Class C shares do not convert into another class.
Class I shares (none sold through March 31, 1997)
are offered to a limited group of investors, are
not subject to initial or contingent deferred sales
charges and have lower ongoing expenses than other
classes. Differences in class expenses will result
in the payment of different per share income
dividends by class. All shares of the Fund have
equal rights with respect to voting, dividends and
assets, subject to class specific preferences.
- --------------------------------------------------------------------------------
2 SIGNIFICANT
ACCOUNTING POLICIES INVESTMENT VALUATION. Investments are stated at
value. Fixed income securities are valued by using
market quotations, or independent pricing services
that use prices provided by market makers or
estimates of market values obtained from yield data
relating to instruments or securities with similar
characteristics. Exchange traded financial futures
and options are valued at the settlement price
established each day by the board of trade or
exchange on which they are traded. Over-the-counter
traded fixed income options are valued based upon
prices provided by market makers.

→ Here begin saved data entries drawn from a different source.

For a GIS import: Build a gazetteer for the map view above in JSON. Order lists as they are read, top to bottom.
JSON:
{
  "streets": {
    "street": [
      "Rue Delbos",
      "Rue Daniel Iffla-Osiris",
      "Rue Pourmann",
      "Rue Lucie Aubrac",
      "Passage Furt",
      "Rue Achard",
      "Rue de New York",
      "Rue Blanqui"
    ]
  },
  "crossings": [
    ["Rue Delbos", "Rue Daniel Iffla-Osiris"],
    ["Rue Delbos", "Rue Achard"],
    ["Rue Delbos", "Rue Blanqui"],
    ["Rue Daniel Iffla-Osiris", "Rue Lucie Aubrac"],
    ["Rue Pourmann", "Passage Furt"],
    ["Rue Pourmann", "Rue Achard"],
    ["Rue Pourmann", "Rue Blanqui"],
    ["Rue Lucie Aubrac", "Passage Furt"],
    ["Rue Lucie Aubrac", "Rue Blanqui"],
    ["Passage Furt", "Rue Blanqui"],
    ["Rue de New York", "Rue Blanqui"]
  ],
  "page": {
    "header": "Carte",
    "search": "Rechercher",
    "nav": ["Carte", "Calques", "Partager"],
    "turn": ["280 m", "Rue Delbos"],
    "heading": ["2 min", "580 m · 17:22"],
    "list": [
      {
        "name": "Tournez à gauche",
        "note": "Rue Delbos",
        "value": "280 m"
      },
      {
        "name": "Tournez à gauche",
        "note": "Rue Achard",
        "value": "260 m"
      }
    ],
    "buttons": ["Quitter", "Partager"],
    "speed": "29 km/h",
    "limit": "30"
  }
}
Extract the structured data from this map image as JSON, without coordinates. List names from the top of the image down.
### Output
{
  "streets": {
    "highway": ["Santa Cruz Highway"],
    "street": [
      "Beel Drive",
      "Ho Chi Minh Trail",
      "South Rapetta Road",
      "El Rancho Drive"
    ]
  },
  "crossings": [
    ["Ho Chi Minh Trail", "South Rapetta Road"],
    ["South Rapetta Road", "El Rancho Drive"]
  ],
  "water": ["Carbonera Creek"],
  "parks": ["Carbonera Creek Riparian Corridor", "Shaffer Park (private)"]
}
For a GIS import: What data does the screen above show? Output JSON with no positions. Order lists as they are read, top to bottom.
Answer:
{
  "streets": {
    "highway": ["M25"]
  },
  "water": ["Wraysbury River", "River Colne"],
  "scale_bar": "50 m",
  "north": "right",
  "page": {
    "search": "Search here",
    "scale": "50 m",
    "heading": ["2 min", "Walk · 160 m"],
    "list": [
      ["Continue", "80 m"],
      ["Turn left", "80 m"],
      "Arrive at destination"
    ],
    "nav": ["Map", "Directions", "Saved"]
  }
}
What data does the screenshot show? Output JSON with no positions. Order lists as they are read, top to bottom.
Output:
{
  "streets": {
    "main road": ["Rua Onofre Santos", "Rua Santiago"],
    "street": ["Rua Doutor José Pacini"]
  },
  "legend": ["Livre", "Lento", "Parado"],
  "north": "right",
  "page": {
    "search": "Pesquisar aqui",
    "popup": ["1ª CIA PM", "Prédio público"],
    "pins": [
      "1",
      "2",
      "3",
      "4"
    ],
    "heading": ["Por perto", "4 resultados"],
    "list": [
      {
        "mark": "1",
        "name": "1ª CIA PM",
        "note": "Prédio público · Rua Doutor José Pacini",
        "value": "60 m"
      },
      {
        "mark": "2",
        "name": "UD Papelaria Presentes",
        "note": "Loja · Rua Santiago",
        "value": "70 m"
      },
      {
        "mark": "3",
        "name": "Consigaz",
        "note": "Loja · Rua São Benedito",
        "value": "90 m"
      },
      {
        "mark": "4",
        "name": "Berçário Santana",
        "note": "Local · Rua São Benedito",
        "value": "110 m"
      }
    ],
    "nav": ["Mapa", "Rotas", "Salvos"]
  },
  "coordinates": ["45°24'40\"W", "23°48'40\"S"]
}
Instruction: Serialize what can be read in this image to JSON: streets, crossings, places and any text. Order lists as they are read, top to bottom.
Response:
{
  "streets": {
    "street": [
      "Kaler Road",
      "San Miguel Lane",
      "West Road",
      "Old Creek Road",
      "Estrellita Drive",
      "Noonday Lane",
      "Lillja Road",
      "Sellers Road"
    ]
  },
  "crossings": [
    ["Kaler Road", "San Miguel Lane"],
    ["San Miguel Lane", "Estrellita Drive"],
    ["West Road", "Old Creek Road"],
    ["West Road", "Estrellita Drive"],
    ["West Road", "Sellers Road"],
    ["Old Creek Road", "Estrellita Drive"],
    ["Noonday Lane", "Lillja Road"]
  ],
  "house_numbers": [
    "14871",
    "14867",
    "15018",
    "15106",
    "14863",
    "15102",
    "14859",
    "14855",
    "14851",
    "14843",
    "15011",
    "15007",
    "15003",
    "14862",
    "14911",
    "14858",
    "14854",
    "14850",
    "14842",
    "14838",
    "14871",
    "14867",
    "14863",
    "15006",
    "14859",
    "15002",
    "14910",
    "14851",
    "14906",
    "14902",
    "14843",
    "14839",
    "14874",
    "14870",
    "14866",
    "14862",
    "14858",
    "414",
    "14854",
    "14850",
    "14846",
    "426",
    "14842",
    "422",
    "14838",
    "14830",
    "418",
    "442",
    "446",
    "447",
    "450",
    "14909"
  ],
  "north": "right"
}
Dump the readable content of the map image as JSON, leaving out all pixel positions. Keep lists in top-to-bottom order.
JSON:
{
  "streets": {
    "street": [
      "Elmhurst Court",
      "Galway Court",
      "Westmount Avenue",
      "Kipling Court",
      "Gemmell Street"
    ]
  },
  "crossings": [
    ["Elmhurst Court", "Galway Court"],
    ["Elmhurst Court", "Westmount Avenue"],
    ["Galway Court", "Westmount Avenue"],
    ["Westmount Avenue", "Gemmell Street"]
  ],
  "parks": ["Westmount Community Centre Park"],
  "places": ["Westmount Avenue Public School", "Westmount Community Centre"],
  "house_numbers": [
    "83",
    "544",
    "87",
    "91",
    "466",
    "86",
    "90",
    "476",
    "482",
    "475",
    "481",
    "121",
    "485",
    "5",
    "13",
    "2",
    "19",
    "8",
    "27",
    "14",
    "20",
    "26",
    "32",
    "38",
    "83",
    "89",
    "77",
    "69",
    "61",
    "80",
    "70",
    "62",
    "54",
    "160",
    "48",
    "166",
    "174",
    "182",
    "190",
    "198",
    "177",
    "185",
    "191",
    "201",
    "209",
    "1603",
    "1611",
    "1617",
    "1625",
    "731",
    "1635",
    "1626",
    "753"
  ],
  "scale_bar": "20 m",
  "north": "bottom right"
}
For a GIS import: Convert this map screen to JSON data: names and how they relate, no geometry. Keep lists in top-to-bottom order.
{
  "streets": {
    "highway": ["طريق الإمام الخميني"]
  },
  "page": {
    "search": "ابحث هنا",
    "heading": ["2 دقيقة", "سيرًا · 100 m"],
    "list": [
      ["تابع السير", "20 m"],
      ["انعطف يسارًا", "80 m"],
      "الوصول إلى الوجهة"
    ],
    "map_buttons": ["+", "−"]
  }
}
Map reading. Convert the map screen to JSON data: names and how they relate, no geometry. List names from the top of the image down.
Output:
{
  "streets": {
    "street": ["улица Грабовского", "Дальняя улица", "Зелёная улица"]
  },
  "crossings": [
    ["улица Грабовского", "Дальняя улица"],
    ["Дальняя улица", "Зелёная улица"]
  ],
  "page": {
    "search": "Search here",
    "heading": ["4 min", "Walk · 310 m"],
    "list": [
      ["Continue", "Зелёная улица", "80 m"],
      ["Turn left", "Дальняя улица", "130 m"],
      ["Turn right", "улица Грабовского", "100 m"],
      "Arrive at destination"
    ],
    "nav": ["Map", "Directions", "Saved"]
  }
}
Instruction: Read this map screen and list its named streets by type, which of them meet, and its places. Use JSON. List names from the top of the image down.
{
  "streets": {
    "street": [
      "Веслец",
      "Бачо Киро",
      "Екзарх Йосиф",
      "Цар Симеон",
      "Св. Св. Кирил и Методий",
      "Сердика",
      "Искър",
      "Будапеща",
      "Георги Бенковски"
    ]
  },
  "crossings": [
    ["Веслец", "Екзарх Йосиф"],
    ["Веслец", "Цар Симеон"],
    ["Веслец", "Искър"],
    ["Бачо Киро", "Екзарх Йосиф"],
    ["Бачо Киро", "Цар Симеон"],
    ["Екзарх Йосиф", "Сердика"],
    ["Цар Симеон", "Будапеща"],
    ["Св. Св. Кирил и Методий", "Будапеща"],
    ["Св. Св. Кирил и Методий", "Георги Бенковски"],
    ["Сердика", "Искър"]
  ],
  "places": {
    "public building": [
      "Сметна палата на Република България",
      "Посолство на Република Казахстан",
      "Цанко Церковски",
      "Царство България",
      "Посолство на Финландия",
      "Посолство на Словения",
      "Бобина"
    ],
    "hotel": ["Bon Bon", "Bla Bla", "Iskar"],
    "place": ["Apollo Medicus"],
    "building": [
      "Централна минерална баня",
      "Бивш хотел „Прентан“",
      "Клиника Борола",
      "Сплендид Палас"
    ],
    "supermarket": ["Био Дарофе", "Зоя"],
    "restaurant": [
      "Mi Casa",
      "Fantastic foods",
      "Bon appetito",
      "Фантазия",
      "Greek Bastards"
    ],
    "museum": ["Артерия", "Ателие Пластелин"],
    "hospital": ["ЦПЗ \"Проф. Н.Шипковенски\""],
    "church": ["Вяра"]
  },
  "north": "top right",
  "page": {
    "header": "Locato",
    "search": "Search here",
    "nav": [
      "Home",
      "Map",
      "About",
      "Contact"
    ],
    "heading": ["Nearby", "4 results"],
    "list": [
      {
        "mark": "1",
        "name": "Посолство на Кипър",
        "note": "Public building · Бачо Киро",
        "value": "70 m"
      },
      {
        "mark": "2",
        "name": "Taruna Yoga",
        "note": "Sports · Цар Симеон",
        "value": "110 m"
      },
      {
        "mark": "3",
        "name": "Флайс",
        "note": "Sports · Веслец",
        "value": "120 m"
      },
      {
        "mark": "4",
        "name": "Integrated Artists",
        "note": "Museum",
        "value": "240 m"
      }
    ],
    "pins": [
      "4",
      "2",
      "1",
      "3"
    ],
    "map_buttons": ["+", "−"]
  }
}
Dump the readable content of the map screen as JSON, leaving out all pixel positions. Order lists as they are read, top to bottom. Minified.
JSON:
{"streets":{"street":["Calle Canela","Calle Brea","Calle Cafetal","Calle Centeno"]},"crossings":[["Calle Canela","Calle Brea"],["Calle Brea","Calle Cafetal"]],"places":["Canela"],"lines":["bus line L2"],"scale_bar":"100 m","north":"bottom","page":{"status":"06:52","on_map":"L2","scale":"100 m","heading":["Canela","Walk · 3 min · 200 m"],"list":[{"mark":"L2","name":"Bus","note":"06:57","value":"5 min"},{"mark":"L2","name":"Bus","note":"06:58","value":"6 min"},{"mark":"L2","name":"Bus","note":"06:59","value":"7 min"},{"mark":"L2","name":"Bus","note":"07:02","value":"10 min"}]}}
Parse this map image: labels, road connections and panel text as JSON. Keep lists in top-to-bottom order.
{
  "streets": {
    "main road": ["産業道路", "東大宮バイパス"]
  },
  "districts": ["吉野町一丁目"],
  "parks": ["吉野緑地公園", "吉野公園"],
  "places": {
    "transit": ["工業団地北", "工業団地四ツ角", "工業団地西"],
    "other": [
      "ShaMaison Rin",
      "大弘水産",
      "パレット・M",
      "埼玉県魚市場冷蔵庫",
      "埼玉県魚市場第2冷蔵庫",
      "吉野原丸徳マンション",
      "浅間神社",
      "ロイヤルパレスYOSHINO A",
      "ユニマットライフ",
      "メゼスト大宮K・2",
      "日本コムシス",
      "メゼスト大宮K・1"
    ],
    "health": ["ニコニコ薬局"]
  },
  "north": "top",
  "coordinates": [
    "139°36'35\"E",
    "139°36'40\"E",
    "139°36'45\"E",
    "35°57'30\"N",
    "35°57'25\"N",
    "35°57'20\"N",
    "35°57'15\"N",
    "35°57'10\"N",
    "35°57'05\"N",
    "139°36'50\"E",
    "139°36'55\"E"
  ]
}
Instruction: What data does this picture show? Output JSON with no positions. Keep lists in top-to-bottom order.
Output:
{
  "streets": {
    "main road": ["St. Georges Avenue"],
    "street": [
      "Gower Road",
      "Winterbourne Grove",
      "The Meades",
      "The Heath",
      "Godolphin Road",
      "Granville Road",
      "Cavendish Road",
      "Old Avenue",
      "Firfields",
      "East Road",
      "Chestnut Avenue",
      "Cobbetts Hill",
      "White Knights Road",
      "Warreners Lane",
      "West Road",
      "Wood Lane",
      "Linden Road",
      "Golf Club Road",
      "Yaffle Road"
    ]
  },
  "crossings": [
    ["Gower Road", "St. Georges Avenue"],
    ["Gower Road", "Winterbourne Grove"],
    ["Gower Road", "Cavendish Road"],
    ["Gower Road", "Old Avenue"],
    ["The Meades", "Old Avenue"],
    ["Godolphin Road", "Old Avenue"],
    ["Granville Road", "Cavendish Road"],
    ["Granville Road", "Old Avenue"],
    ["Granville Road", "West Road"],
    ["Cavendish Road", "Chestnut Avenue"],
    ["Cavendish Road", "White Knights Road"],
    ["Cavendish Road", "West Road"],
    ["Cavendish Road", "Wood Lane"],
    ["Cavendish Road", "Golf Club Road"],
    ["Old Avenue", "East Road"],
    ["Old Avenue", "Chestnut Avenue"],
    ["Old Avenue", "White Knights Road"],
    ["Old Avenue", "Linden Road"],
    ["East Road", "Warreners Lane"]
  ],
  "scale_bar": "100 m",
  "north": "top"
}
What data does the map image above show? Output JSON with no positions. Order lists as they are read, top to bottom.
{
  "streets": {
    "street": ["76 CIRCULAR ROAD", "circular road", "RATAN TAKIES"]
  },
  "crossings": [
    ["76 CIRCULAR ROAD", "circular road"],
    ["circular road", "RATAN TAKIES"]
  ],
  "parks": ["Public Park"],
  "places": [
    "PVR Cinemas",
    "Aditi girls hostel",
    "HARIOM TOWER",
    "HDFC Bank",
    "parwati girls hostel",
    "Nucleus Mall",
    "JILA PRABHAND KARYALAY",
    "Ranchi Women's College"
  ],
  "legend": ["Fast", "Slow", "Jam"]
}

Other securities
and assets are valued at fair value as determined
in good faith by the Board of Trustees.
INVESTMENT TRANSACTIONS AND INVESTMENT INCOME.
Investment transactions are accounted for on the
trade date (date the order to buy or sell is
executed). Interest income is recorded on the
accrual basis and includes discount amortization on
all fixed income securities and premium
amortization on mortgage-backed securities.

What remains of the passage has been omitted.